The DMD seeks to overcome the spectral-mixing induced by the POD compression, while simultaneously avoid _windowing_ problems caused by the dependency of the DFT on the fundamental tone of the data to be decomposed. The main idea introduced by Schmid (2010) [4], is to fit a linear system onto a reduced POD projection of the dataset.

The algorithm we implement in MODULO is the one proposed by Tu et al. (2013) [5], and a more robust theoretical formulation can also be found in Mendez (2021) [6].

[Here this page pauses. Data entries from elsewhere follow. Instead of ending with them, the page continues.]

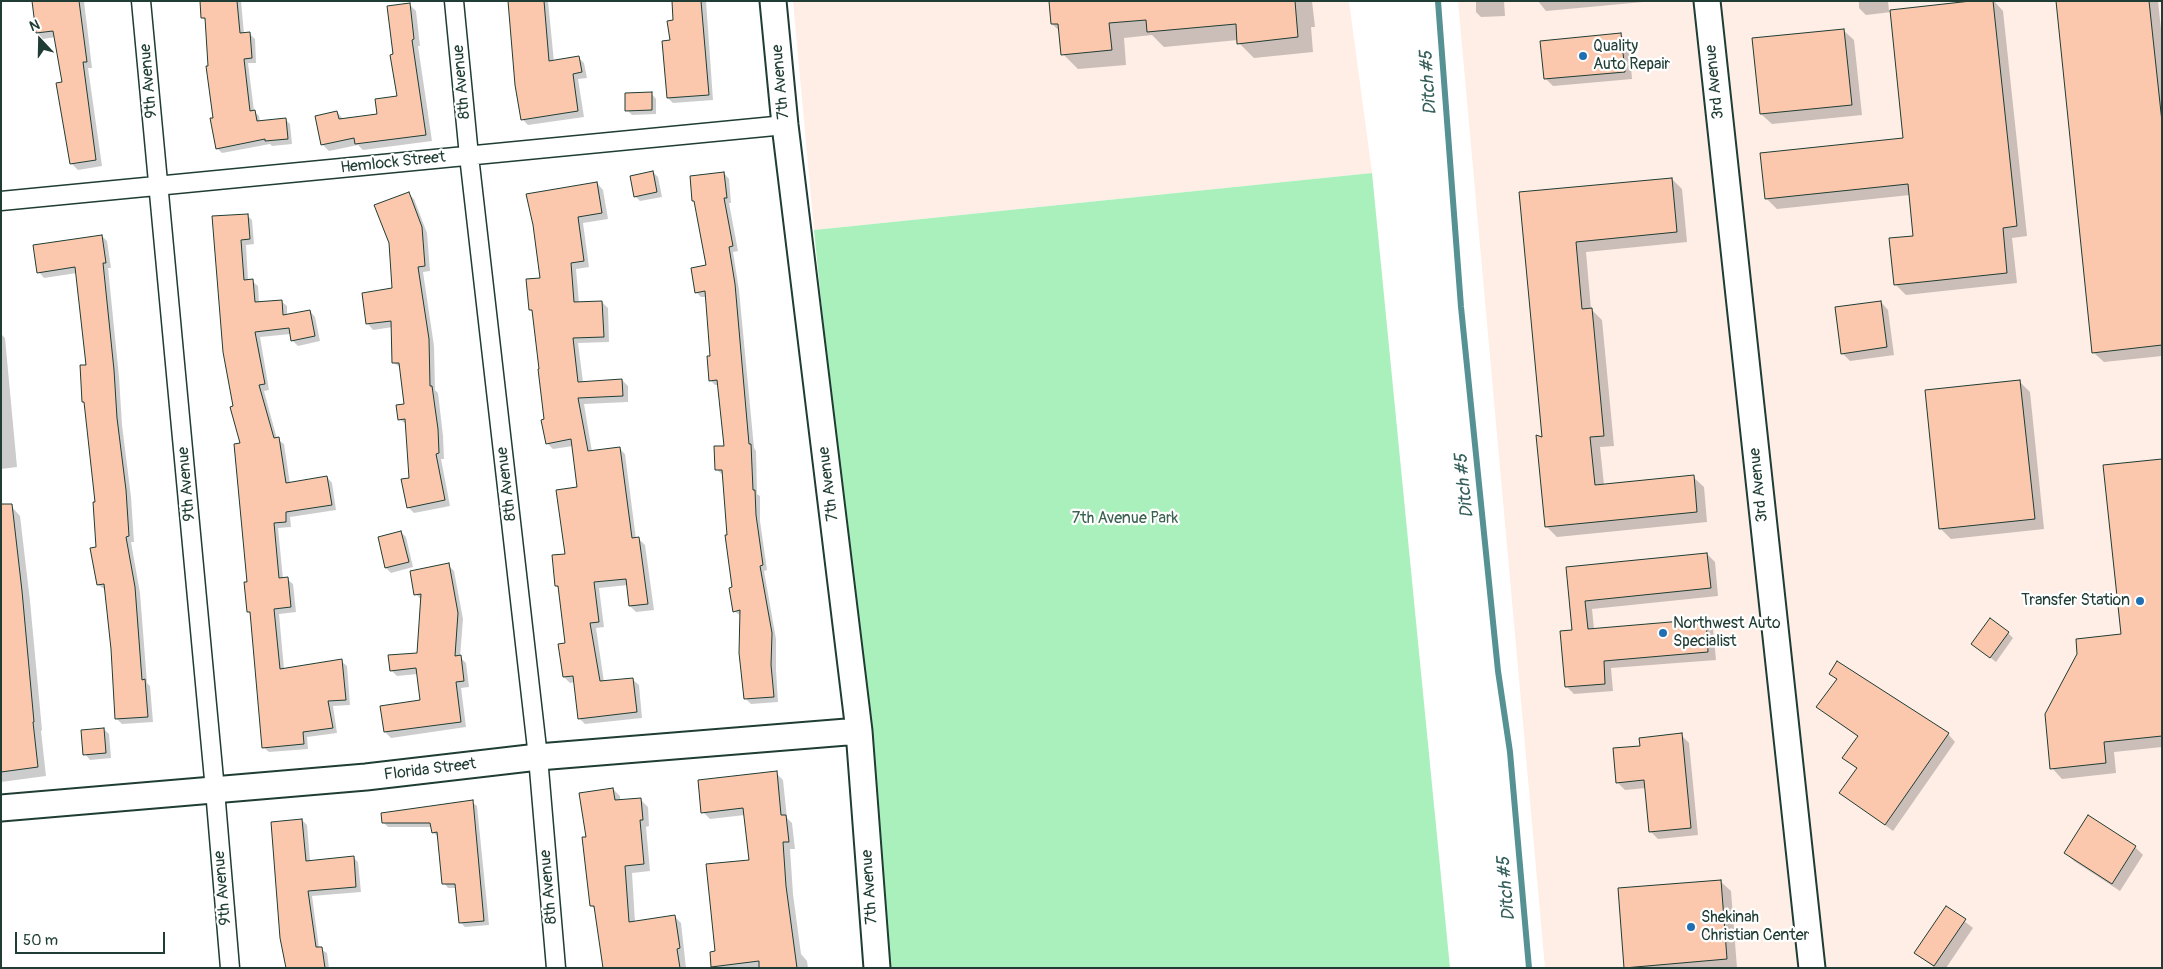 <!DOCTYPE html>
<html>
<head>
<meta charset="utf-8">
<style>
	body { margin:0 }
	#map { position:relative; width:2163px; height:969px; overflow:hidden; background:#fff; font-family:Pangolin,sans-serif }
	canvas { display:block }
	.frame { position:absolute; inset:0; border:2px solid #1f3d34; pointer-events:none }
	.north { position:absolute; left:15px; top:15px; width:50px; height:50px; -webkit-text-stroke:4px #fff; paint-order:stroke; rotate:339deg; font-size:14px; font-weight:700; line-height:20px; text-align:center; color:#1f3d34 }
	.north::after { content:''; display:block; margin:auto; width:18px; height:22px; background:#1f3d34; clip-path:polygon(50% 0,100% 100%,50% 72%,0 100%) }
	.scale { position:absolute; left:15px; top:932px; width:150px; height:22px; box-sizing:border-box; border:2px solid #1f3d34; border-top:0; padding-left:6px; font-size:15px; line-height:18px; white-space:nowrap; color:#1f3d34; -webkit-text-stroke:4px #fff; paint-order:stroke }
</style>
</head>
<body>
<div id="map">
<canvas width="2163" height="969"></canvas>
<div class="frame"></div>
<div class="north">N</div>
<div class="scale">50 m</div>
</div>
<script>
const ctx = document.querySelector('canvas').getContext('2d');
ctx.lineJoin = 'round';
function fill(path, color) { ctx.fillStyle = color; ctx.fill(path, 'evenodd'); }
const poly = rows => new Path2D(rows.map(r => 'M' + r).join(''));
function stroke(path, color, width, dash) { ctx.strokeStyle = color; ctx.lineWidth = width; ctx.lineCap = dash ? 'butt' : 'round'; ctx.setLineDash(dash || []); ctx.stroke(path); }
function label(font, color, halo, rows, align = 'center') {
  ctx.font = font + ' Pangolin,sans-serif'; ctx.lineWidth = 4.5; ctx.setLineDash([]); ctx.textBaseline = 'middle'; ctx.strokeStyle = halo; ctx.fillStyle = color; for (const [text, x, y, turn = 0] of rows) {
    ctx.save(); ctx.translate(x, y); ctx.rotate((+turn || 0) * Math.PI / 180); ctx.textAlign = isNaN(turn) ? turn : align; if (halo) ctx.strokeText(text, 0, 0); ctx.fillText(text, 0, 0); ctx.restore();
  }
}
const built = poly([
	[793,1,1349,1,1372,173,814,230],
	[1458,1,2162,1,2162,968,1545,968]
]);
const green = poly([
	[1372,173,1450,968,888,968,814,230]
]);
const shadow = poly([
	[33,1,84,1,92,68,88,68,102,166,78,170,72,164,58,84,63,83,56,37,43,39,37,32],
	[201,1,241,1,244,34,250,34,255,39,256,63,248,63,254,111,259,116,260,122,285,119,290,124,292,144,272,146,270,144,222,153,217,148,207,22,203,18],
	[510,1,548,1,554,62,578,57,584,63,587,78,578,79,584,117,528,125,522,119],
	[673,1,706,1,713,100,673,103,668,98,671,41,675,21],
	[1050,1,1312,1,1315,27,1311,27,1313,52,1254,58,1239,43,1238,40,1164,47,1152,35,1124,38,1126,65,1078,69,1063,54,1061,32,1052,24],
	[1476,1,1504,1,1505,16,1481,17,1476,12],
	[1538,1,1654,1,1546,11],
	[1859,1,1888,1,1889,11,1994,1,2003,11,2027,236,2012,238,2017,283,1906,295,1896,285,1891,239,1915,237,1910,195,1777,209,1766,198,1905,139,1891,12,1866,15,1859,8],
	[2057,1,2158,1,2162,39,2162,356,2104,362,2093,352],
	[409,4,416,11,420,46,418,46,432,141,363,150,358,145,329,151,322,144,337,112,343,119,378,115,399,97,394,56],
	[1843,30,1854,40,1862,115,1772,124,1761,114],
	[1621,35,1629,43,1632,79,1553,86,1545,78],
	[651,93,656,99,656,114,632,115,627,110],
	[653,172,658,177,662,197,640,201,635,196],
	[724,173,729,179,731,203,729,203,738,251,733,252,739,290,754,448,756,451,757,494,760,496,760,521,767,570,764,571,776,639,776,670,778,702,751,704,746,699,741,616,734,611,723,475,717,470,725,447,719,385,715,385,710,380,711,357,707,297,701,297,696,292,708,266,696,203,694,201],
	[1672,179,1682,189,1687,242,1586,252,1591,309,1602,320,1614,446,1600,447,1604,485,1693,477,1704,487,1707,522,1557,537,1546,526,1543,438,1520,193],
	[597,183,603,190,608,219,583,223,589,267,576,269,579,303,602,302,608,308,609,342,578,343,583,382,622,380,628,386,628,402,584,404,592,452,619,448,625,454,636,539,639,539,645,545,654,610,636,612,630,606,628,585,599,588,604,627,596,628,604,682,632,679,639,685,642,718,585,724,579,718,575,682,570,683,564,677,566,644,560,589,556,586,566,555,579,488,573,446,553,449,547,443,534,313,530,309,541,279],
	[408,193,414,199,427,233,430,271,423,272,434,346,435,390,438,393,443,436,444,459,441,459,450,506,414,513,408,507,410,479,406,424,399,419,405,405,401,368,394,363,393,327,373,330,368,324,363,294,393,289],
	[247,215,252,220,254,244,246,245,248,281,252,281,258,286,259,303,281,301,287,306,287,315,310,311,315,317,320,341,298,346,292,340,291,334,260,337,269,390,264,391,277,439,284,444,290,484,327,477,332,483,336,510,290,517,291,527,278,528,283,579,287,579,293,584,296,612,279,614,284,669,341,661,347,666,350,705,333,706,337,733,307,737,308,749,269,752,263,747,251,614,249,611,242,444,213,217],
	[102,236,107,241,111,268,108,268,119,377,122,425,131,497,134,542,131,542,140,593,147,683,150,686,153,722,122,724,116,718,112,649,106,590,98,585,91,549,97,548,96,503,86,405,83,402,87,366,77,273,44,278,39,272],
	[1881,302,1888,310,1894,355,1850,361,1842,353],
	[1,334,5,338,17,467,1,469],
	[2020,382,2030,392,2044,529,1951,539,1941,529],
	[2162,460,2162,747,2114,752,2116,773,2062,779,2052,768,2122,635],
	[12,507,20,516,30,601,42,730,41,731,46,776,1,782,1,508],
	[401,532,406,537,413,567,391,573,386,568,379,538],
	[1707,554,1715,562,1718,596,1592,609,1594,629,1705,620,1713,628,1716,660,1611,668,1613,691,1574,694,1566,686,1573,631,1567,569],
	[448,565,454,571,463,619,460,657,466,663,469,687,461,688,466,727,391,738,385,732,422,702,418,674,397,676,391,670,418,654,422,601,416,594],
	[2008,633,2013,638,1996,662,1973,644],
	[1838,662,1948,734,1955,742,1893,831,1841,792,1857,769,1844,758,1858,737,1818,707,1837,680,1830,673],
	[104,729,109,734,111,758,90,760,85,754],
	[1681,735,1689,743,1698,835,1658,839,1650,831,1646,788,1625,790,1617,782,1641,747],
	[776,773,783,780,787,818,792,823,795,849,790,849,793,894,801,954,807,961,808,968,714,968,713,966,716,952,750,861,745,815,710,819,703,812],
	[613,789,620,796,620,801,641,800,648,807,649,826,646,827,650,871,632,873,635,922,674,916,681,923,686,968,605,968,596,910,591,905,587,838],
	[472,802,477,806,489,925,465,927,460,922,457,888,448,888,444,883,438,837,433,832,432,827,388,827,383,822],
	[2089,817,2135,847,2143,855,2120,891,2074,861,2066,853],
	[302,820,307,825,310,861,353,857,358,862,361,892,312,896,319,948,327,953,329,968,287,968],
	[1720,881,1731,891,1737,968,1626,968],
	[1946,907,1973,928,1946,968,1935,968,1916,953]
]);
const stream = poly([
	[1438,1,1461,307,1498,671,1510,752,1529,968]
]);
const building = poly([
	[32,1,79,1,87,62,83,62,96,160,70,164,56,83,62,82,53,31,36,33,32,1],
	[200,1,237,1,240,33,250,32,252,58,244,59,250,111,255,110,257,121,286,118,288,139,265,141,265,139,216,149,210,118,213,118,206,66,208,66,205,18,201,18,200,1],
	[508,1,544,1,549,61,579,56,582,72,573,74,578,111,521,120,515,85,508,1],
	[672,1,701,1,709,95,667,98,662,41,670,40,667,21,673,20,672,1],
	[1049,1,1295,1,1298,37,1237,44,1236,24,1147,32,1146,20,1109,23,1112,50,1061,55,1058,24,1051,24,1049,1],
	[1971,1,1993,1,2017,226,2003,228,2007,273,1894,285,1889,238,1913,236,1908,184,1765,199,1760,153,1903,138,1890,10,1971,1],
	[2056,1,2149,1,2162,122,2162,345,2092,353,2056,1],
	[410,3,414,39,412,40,426,135,355,144,354,138,321,145,315,116,337,111,339,119,377,114,375,99,397,96,390,55,393,54,387,6,410,3],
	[1844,29,1852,105,1760,114,1752,38,1844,29],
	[1621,33,1625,72,1544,79,1540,41,1621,33],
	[652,92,652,110,625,111,625,93,652,92],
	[653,171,657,192,634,197,630,176,653,171],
	[724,172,727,198,724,198,733,246,729,247,735,284,749,444,751,444,753,490,755,490,756,515,763,565,760,566,772,633,771,665,774,697,744,699,739,653,740,610,733,612,729,588,732,587,725,535,727,535,722,470,715,470,714,446,724,446,717,380,709,381,707,356,710,356,705,291,695,293,691,268,706,265,694,201,692,201,690,176,724,172],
	[1672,178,1677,232,1576,242,1582,309,1592,308,1604,436,1590,437,1595,485,1694,475,1697,512,1545,527,1536,435,1542,437,1519,192,1672,178],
	[597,182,602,213,578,217,584,261,571,263,574,302,602,301,604,337,573,338,578,382,622,379,623,396,578,398,588,451,620,447,632,538,639,537,648,604,629,606,626,579,594,582,599,622,590,623,600,681,633,678,637,712,578,719,573,676,563,677,558,644,565,643,558,586,555,586,552,555,565,554,556,490,577,487,571,439,546,444,541,420,544,419,538,369,539,369,532,310,529,310,526,279,540,278,533,225,526,194,597,182],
	[409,192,422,227,425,266,418,267,429,339,430,386,432,386,438,429,439,453,436,454,445,500,407,508,401,479,409,478,405,419,398,420,396,405,404,404,399,363,392,363,391,321,366,324,362,293,392,288,389,243,374,205,409,192],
	[248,214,250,239,241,240,244,280,253,279,255,302,282,300,283,315,310,310,315,336,291,341,289,328,255,332,265,384,259,385,274,438,279,437,286,483,327,476,332,505,286,512,286,522,274,523,279,578,288,577,291,607,274,609,280,669,342,659,346,700,328,701,333,728,303,732,304,744,262,748,250,612,247,612,244,582,247,582,234,444,240,443,230,407,233,406,223,352,212,216,248,214],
	[102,235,106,263,103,263,114,370,117,418,126,490,129,536,126,537,135,587,142,680,145,679,148,717,115,719,111,649,104,584,97,585,90,548,96,547,93,502,95,502,84,402,82,402,80,365,86,365,75,267,37,273,33,245,102,235],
	[1881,301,1887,347,1841,354,1835,307,1881,301],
	[2020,380,2035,519,1939,529,1925,390,2020,380],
	[2162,459,2162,736,2104,742,2106,763,2050,769,2045,714,2077,654,2076,639,2121,634,2103,465,2162,459],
	[1,504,12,504,22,591,34,722,33,722,38,767,1,772,1,504],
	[401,531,409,562,385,568,378,537,401,531],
	[1707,553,1711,588,1585,601,1588,629,1706,619,1708,652,1604,661,1605,684,1565,687,1560,631,1572,630,1566,567,1707,553],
	[449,563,458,613,455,656,461,655,464,681,456,682,461,722,384,732,380,706,420,700,416,668,390,671,388,655,417,653,421,594,414,595,410,571,449,563],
	[1990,618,2009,632,1990,658,1971,644,1990,618],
	[1837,661,1949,733,1885,825,1839,793,1857,768,1842,758,1858,736,1816,707,1837,679,1829,674,1837,661],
	[104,728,106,753,83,755,81,730,104,728],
	[1682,733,1691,828,1649,832,1644,780,1616,783,1613,748,1640,746,1639,738,1682,733],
	[777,771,781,815,786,815,789,842,783,842,786,886,797,968,759,968,759,961,711,967,710,952,715,951,706,864,749,860,743,808,701,813,698,780,777,771],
	[613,788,615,800,641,798,643,820,640,820,644,864,625,866,629,922,675,915,680,948,677,949,680,968,603,968,594,906,590,906,582,837,586,837,579,793,613,788],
	[473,800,484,921,459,923,455,884,442,884,437,832,432,833,430,823,382,823,381,813,473,800],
	[2088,815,2136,846,2112,884,2064,853,2088,815],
	[302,819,306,861,354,856,356,887,308,891,316,947,322,947,325,968,286,968,280,938,271,822,302,819],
	[1721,880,1727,959,1624,968,1618,888,1721,880],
	[1946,906,1966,919,1934,966,1914,953,1946,906]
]);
const street = poly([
	[141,1,215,790,230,968],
	[454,1,469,156,538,757,556,968],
	[1,201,785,125]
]);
const secondary = poly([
	[773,1,785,125,859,731,877,968],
	[1707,1,1812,968],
	[1,808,366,777,538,757,859,731]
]);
const markers = [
	[1583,56,5,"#1f6fb2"],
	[2140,601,5,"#1f6fb2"],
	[1663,633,5,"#1f6fb2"],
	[1691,927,5,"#1f6fb2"]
];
const poiNames = [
	["Quality",1593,47],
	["Auto Repair",1593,65],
	["Transfer Station",2130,601,"right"],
	["Northwest Auto",1673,624],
	["Specialist",1673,642],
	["Shekinah",1701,918],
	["Christian Center",1701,936]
];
const streetNames = [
	["9th Avenue",149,81,-95],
	["8th Avenue",462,82,-95],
	["7th Avenue",781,82,-95],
	["3rd Avenue",1715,82,-96],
	["Hemlock Street",393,163,-6],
	["9th Avenue",187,484,-95],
	["8th Avenue",507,484,-97],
	["7th Avenue",829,484,-97],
	["3rd Avenue",1759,485,-96],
	["Florida Street",430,770,-7],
	["8th Avenue",549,887,-95],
	["7th Avenue",870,887,-94],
	["9th Avenue",223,888,-95]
];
const parkNames = [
	["7th Avenue Park",1125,519]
];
const waterNames = [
	["Ditch #5",1429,83,-94],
	["Ditch #5",1465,486,-96],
	["Ditch #5",1507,889,-95]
];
fill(built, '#feeee6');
fill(green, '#aaf0bc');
fill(shadow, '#0003');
stroke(stream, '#569293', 6);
fill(building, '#fcc8ad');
stroke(building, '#1f3d34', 1);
stroke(street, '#1f3d34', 21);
stroke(secondary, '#1f3d34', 29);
stroke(street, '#fff', 18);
stroke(secondary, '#fff', 25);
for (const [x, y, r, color] of markers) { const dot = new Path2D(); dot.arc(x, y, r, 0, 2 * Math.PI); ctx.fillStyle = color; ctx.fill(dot); stroke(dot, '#fff', 2); }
label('16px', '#1f3d34', '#fff', poiNames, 'left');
label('16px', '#1f3d34', '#fff', streetNames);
label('16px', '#3b614f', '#fff', parkNames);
label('italic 18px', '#36605c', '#fff', waterNames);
</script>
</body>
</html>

This method creates two portions of the snapshot matrix \(\mathbf{D}\) that differ of one step in time, that is:

\[\mathbf{D}_1 = [\mathbf{d}_1, \dots, \mathbf{d}_{n_t - 1}] \in \mathbb{R}^{n_S \times n_t - 1} \;,\]

and

\[\mathbf{D}_2 = [\mathbf{d}_2, \dots, \mathbf{d}_{n_t}] \in \mathbb{R}^{n_S \times n_t - 1} .\]

Then, the linear system propagator \(\mathbf{P}: \mathbf{d}_{t} \rightarrow \mathbf{d}_{t+\Delta t} \in \mathbb{R}^{n_S \times n_S}\) can be solved by least square. This can be computed via POD:

\[\mathbf{P} \approx \mathbf{D}_2 \mathbf{\Psi}_P \mathbf{\Sigma}_P^{-1} \mathbf{\Phi}_P^\top \;.\]

Yet, this can be ill-conditioned and computationally prohibitive to compute and it is further projected onto a reduced POD space spanned by the basis \(\tilde{\mathbf{\Phi}} = [\phi^\bullet, \dots, \phi^\bullet_{R}]\), where \(n_r \ll n_t\). This leads to a system in \(\mathbb{R}^{n_r \times n_r}\) wich reads:

\[\mathbf{D}_2 \approx \mathbf{P}{\mathbf{D}}_1 \rightarrow \tilde{\mathbf{\Phi}}_P^\top \mathbf{D}_2 \approx \tilde{\mathbf{\Phi}}_P^\top \mathbf{P} \tilde{\mathbf{\Phi}}_P \tilde{\mathbf{\Phi}}_P^\top \mathbf{D}_1 \;,\]

that we can compact writing:

\[\tilde{\mathbf{V}}_2 \approx \tilde{\mathbf{S}} \tilde{\mathbf{V}}_1 \;.\]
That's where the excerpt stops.